» **Task instructions**
Your answer should repeat every line of the records below in which the word "function" appears.

Entries supplied START

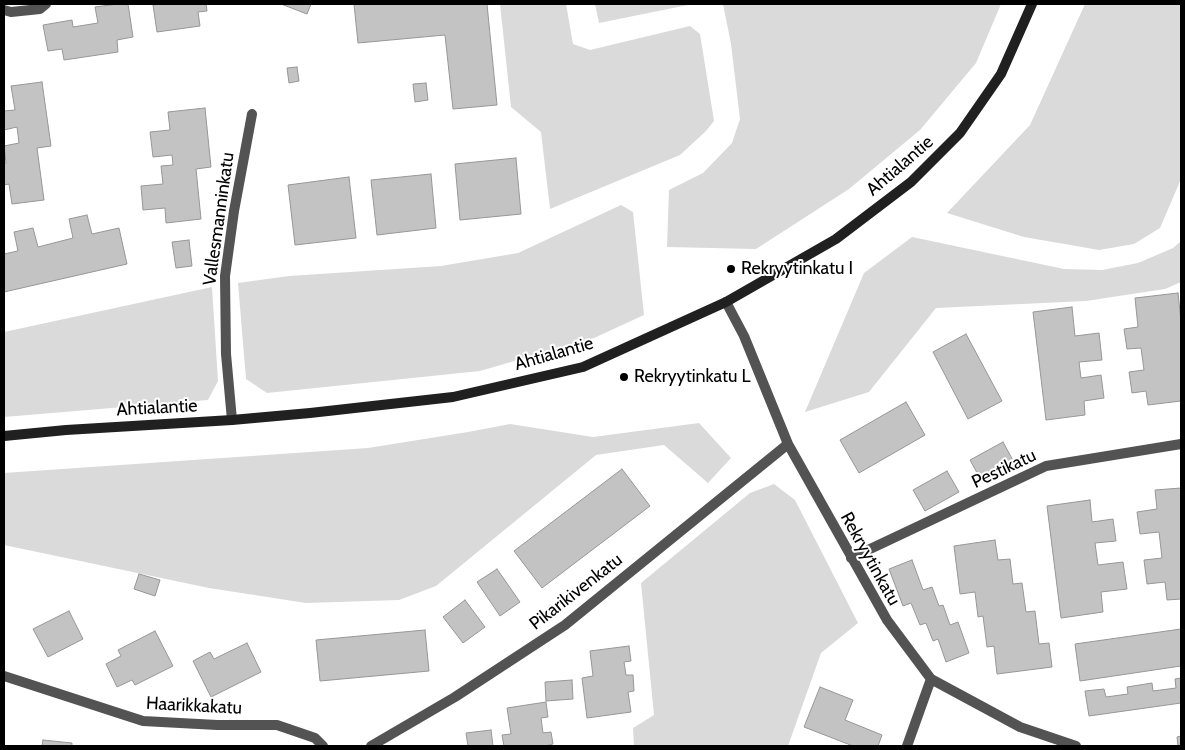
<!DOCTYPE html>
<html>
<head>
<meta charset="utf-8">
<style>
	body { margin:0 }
	#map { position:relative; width:1185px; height:750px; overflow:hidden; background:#fff; font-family:Cabin,sans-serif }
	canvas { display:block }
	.frame { position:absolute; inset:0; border:5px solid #000; pointer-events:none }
</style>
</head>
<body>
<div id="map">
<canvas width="1185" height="750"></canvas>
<div class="frame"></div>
</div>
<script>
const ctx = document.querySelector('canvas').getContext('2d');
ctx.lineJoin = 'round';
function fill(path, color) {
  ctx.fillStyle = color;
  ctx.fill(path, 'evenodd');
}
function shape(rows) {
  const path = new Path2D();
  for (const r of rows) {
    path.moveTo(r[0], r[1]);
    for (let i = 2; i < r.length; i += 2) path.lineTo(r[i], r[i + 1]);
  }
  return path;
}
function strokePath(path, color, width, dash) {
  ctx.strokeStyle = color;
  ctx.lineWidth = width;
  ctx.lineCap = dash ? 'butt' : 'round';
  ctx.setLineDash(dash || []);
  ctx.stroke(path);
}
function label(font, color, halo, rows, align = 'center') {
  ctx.font = font + ' Cabin,sans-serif';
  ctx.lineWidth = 4;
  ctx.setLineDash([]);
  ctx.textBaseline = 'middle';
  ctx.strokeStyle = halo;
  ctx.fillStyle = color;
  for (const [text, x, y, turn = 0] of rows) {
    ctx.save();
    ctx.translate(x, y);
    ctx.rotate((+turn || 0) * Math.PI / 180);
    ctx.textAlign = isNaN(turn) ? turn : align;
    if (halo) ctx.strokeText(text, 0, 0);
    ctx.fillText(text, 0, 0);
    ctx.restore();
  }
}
const green = shape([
	[500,4,566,4,573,44,590,50,690,26,700,34,714,121,706,131,680,155,550,209,541,132,511,107],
	[595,4,687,4,688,5,599,23],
	[723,4,1001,4,976,63,920,130,849,189,756,249,667,247,669,190,703,173,732,143,740,119,731,44],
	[1085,4,1181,4,1181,179,1160,228,1134,244,1099,250,1024,237,947,213,1030,125],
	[621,205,633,212,644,315,594,338,480,371,267,393,246,379,238,283,289,276,441,266,518,253],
	[912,237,1064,269,1102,270,1138,263,1173,248,1181,241,1181,282,1165,289,1086,301,936,308,869,392,805,412,864,273],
	[212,287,218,381,208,400,4,417,4,332],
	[699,423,731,458,708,483,664,445,596,455,436,586,399,600,306,603,209,588,4,545,4,473,368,448,468,432,510,424,593,437],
	[774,484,795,500,858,623,821,653,788,746,634,746,633,728,654,715,641,583,750,493]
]);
const building = shape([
	[118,4,128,4,133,37,117,40,118,52,64,60,62,49,48,51,43,25,72,20,73,27,98,23,95,7,118,4],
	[160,4,206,4,207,11,198,12,200,26,157,32,153,5,160,4],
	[281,4,311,4,307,14,281,4],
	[354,4,487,4,497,105,453,109,445,35,358,43,354,4],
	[297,67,299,81,289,83,287,68,297,67],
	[42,82,51,146,37,148,44,200,12,204,9,184,4,185,4,164,6,163,4,146,19,143,17,127,4,130,4,111,15,110,11,86,42,82],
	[426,83,428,100,415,102,413,84,426,83],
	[205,108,211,167,196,169,201,219,166,223,165,208,143,210,141,186,163,184,161,166,173,165,172,155,153,157,150,132,170,130,168,112,205,108],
	[516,158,521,214,460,220,455,164,516,158],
	[431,174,436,228,377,235,371,180,431,174],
	[349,177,356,238,295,245,288,185,349,177],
	[87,215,92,234,119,228,127,264,4,292,4,254,18,251,14,232,33,228,38,247,73,238,69,219,87,215],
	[189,240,192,266,176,268,172,242,189,240],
	[1178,293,1181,321,1181,401,1148,405,1146,391,1132,393,1129,372,1144,370,1141,348,1127,349,1124,329,1138,327,1135,298,1178,293],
	[1072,307,1075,336,1099,333,1102,360,1079,362,1081,378,1101,375,1104,398,1084,401,1085,415,1046,420,1033,312,1072,307],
	[966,334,1002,401,968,419,933,352,966,334],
	[906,402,925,435,859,473,840,440,906,402],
	[1003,442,1015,464,982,482,970,460,1003,442],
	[622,469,650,506,542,588,514,551,622,469],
	[947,471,959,492,925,511,913,490,947,471],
	[1181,488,1181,599,1167,600,1165,582,1147,584,1144,560,1162,558,1159,532,1140,534,1137,512,1157,509,1155,490,1181,488],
	[1090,500,1092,522,1113,519,1116,541,1095,543,1098,565,1123,562,1127,589,1101,592,1103,612,1061,618,1047,506,1090,500],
	[995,540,998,560,1010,559,1013,584,1022,583,1026,612,1035,611,1039,644,1049,643,1052,667,997,674,994,646,987,647,983,616,978,617,975,592,960,594,954,546,995,540],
	[912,560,923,590,932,587,939,606,943,605,950,625,958,622,969,653,946,662,938,639,933,641,926,623,920,625,911,603,903,606,889,569,912,560],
	[497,569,520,602,500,616,477,582,497,569],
	[139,574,160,580,155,596,134,589,139,574],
	[465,600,485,627,463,643,443,617,465,600],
	[69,611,83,639,48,657,33,629,69,611],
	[1181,629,1181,666,1080,681,1075,644,1181,629],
	[425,630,429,671,320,681,316,640,425,630],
	[155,631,173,666,135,685,132,680,117,687,106,664,121,656,118,650,155,631],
	[247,643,261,672,211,697,193,661,210,652,214,659,247,643],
	[629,646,631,661,624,662,626,675,633,675,634,691,628,692,631,712,587,718,582,678,593,676,590,651,629,646],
	[1181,678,1181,703,1089,716,1085,691,1104,689,1106,697,1128,694,1127,687,1152,683,1153,691,1176,688,1175,679,1181,678],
	[572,680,573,699,546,701,545,682,572,680],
	[820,687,853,700,845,720,882,735,878,746,853,746,804,727,820,687],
	[546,702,548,717,541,718,543,733,551,732,553,744,545,746,504,746,502,735,511,734,507,708,546,702],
	[491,730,493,746,468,746,466,733,491,730],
	[1181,736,1181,746,1178,746,1177,737,1181,736],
	[43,740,72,743,72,746,42,746,43,740]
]);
const service = shape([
	[4,10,11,12,40,9,46,4]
]);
const minor = shape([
	[726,302,744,336,788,444,887,620,931,679,1020,727,1076,746],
	[232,420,226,354,225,276,234,211,252,114],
	[851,558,1046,466,1181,444],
	[4,676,143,721,217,725,277,725,315,738,323,746],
	[371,746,455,697,565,625,788,444],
	[907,746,931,679]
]);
const secondary = shape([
	[4,436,66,430,232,420,310,413,453,397,583,367,726,302,836,239,911,182,960,133,1001,74,1032,4]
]);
const markers = [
	[731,269,5,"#000"],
	[624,377,5,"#000"]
];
const streetNames = [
	["Ahtialantie",900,166,-41],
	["Vallesmanninkatu",219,219,-82],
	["Ahtialantie",554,354,-16],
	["Ahtialantie",157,408,-3],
	["Pestikatu",1004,469,-25],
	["Rekryytinkatu",870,559,61],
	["Pikarikivenkatu",576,592,-38],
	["Haarikkakatu",194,706,3]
];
const poiNames = [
	["Rekryytinkatu I",741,269],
	["Rekryytinkatu L",634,377]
];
fill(green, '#dadada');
fill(building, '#c3c3c3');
strokePath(building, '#979797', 1);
strokePath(service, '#535353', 10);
strokePath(minor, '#535353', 10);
strokePath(secondary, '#202020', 10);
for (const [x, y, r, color] of markers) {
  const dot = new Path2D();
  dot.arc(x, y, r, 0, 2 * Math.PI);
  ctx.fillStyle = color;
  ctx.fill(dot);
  strokePath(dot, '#fff', 2);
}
label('18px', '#000', '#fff', streetNames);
label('18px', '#000', '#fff', poiNames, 'left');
</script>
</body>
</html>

Entries supplied END

» **Written reply**
function fill(path, color) {
function shape(rows) {
function strokePath(path, color, width, dash) {
function label(font, color, halo, rows, align = 'center') {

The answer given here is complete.